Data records
-- Opening Marker --

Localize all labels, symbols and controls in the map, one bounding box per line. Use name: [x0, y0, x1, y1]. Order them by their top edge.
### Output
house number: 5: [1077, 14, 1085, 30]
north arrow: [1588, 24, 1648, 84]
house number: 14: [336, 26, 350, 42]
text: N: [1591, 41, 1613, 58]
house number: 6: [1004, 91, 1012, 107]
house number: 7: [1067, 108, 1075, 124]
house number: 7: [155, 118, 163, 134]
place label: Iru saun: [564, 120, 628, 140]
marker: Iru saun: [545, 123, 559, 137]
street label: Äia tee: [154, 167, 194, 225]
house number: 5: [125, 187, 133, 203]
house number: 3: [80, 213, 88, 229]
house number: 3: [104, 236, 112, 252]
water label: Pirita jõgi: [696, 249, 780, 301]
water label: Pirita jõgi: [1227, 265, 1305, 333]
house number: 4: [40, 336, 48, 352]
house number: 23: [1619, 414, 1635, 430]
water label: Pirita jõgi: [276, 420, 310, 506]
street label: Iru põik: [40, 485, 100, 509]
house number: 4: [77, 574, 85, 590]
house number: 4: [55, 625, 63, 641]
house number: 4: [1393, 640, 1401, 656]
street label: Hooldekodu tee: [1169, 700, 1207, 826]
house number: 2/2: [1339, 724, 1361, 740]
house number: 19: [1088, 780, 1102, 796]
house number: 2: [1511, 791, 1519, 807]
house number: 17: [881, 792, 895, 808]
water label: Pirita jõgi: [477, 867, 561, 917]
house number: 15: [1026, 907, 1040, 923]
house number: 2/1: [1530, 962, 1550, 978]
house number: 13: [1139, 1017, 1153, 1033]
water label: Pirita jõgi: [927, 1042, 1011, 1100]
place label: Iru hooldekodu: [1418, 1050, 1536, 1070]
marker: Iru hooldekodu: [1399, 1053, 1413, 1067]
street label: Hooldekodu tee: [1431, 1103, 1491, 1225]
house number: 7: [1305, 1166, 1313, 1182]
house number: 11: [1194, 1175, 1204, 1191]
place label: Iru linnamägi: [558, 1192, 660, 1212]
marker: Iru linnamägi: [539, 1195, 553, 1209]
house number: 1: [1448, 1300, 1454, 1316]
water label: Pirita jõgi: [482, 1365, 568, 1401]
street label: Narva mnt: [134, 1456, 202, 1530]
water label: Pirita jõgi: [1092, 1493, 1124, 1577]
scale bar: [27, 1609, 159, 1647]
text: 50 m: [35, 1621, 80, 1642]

-- Closing Marker --

_Prompt_. Copy out the data exactly, keeping each line whole.

_Problem solution_.
Localize all labels, symbols and controls in the map, one bounding box per line. Use name: [x0, y0, x1, y1]. Order them by their top edge.
### Output
house number: 5: [1077, 14, 1085, 30]
north arrow: [1588, 24, 1648, 84]
house number: 14: [336, 26, 350, 42]
text: N: [1591, 41, 1613, 58]
house number: 6: [1004, 91, 1012, 107]
house number: 7: [1067, 108, 1075, 124]
house number: 7: [155, 118, 163, 134]
place label: Iru saun: [564, 120, 628, 140]
marker: Iru saun: [545, 123, 559, 137]
street label: Äia tee: [154, 167, 194, 225]
house number: 5: [125, 187, 133, 203]
house number: 3: [80, 213, 88, 229]
house number: 3: [104, 236, 112, 252]
water label: Pirita jõgi: [696, 249, 780, 301]
water label: Pirita jõgi: [1227, 265, 1305, 333]
house number: 4: [40, 336, 48, 352]
house number: 23: [1619, 414, 1635, 430]
water label: Pirita jõgi: [276, 420, 310, 506]
street label: Iru põik: [40, 485, 100, 509]
house number: 4: [77, 574, 85, 590]
house number: 4: [55, 625, 63, 641]
house number: 4: [1393, 640, 1401, 656]
street label: Hooldekodu tee: [1169, 700, 1207, 826]
house number: 2/2: [1339, 724, 1361, 740]
house number: 19: [1088, 780, 1102, 796]
house number: 2: [1511, 791, 1519, 807]
house number: 17: [881, 792, 895, 808]
water label: Pirita jõgi: [477, 867, 561, 917]
house number: 15: [1026, 907, 1040, 923]
house number: 2/1: [1530, 962, 1550, 978]
house number: 13: [1139, 1017, 1153, 1033]
water label: Pirita jõgi: [927, 1042, 1011, 1100]
place label: Iru hooldekodu: [1418, 1050, 1536, 1070]
marker: Iru hooldekodu: [1399, 1053, 1413, 1067]
street label: Hooldekodu tee: [1431, 1103, 1491, 1225]
house number: 7: [1305, 1166, 1313, 1182]
house number: 11: [1194, 1175, 1204, 1191]
place label: Iru linnamägi: [558, 1192, 660, 1212]
marker: Iru linnamägi: [539, 1195, 553, 1209]
house number: 1: [1448, 1300, 1454, 1316]
water label: Pirita jõgi: [482, 1365, 568, 1401]
street label: Narva mnt: [134, 1456, 202, 1530]
water label: Pirita jõgi: [1092, 1493, 1124, 1577]
scale bar: [27, 1609, 159, 1647]
text: 50 m: [35, 1621, 80, 1642]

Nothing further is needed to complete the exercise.